[Problem] Where does the word "JSON" show up in the data? Please find each such line and copy it.

[Data provided]
···

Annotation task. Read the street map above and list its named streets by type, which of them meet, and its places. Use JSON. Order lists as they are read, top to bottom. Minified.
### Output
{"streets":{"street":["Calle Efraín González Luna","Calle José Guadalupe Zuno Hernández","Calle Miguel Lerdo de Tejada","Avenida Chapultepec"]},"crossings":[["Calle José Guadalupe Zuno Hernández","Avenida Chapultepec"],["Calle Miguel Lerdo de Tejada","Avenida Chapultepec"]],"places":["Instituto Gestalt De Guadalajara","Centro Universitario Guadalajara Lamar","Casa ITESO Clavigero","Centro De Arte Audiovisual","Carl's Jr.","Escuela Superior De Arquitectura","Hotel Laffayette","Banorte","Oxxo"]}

···

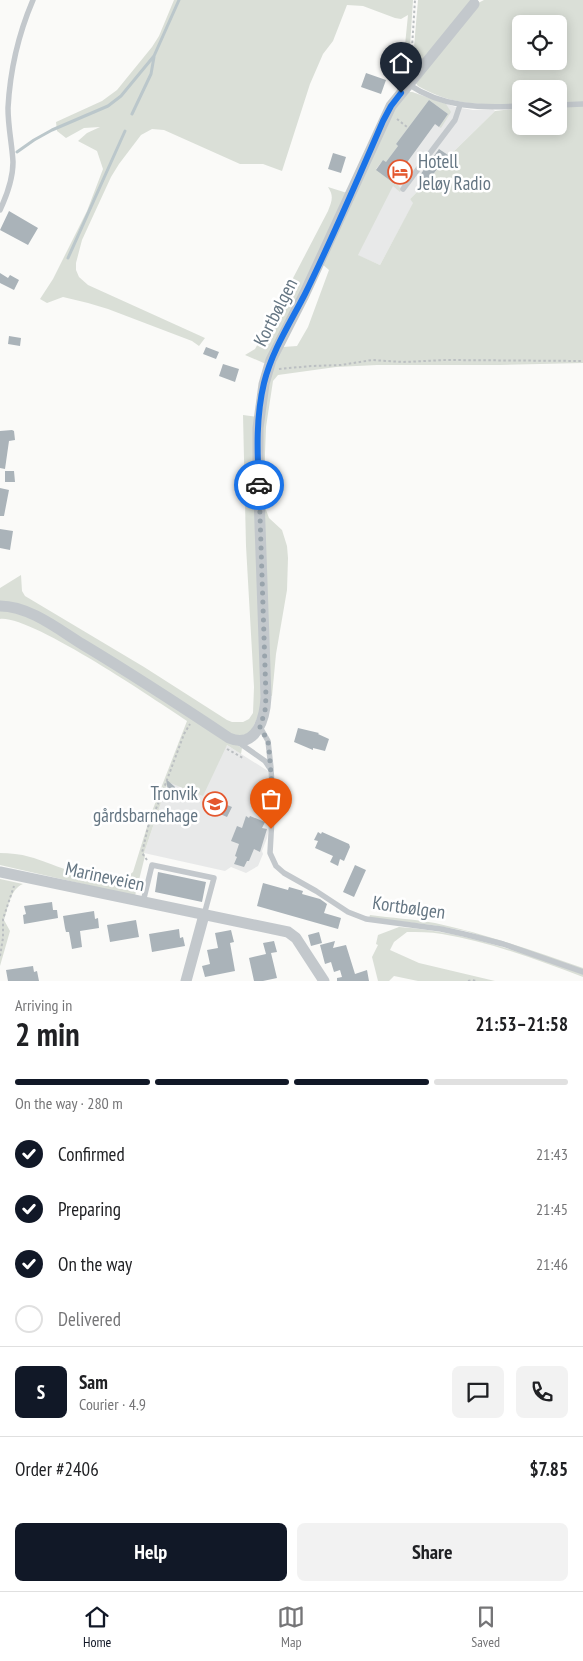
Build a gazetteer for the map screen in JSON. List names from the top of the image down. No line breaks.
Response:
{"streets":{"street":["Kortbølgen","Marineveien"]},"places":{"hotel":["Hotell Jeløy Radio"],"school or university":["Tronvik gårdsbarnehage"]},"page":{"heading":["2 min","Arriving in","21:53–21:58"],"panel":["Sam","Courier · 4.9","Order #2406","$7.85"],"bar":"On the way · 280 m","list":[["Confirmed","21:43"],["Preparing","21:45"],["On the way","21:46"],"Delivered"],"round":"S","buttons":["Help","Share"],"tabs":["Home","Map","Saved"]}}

···

[Solution to this exercise]
Annotation task. Read the street map above and list its named streets by type, which of them meet, and its places. Use JSON. Order lists as they are read, top to bottom. Minified.
Build a gazetteer for the map screen in JSON. List names from the top of the image down. No line breaks.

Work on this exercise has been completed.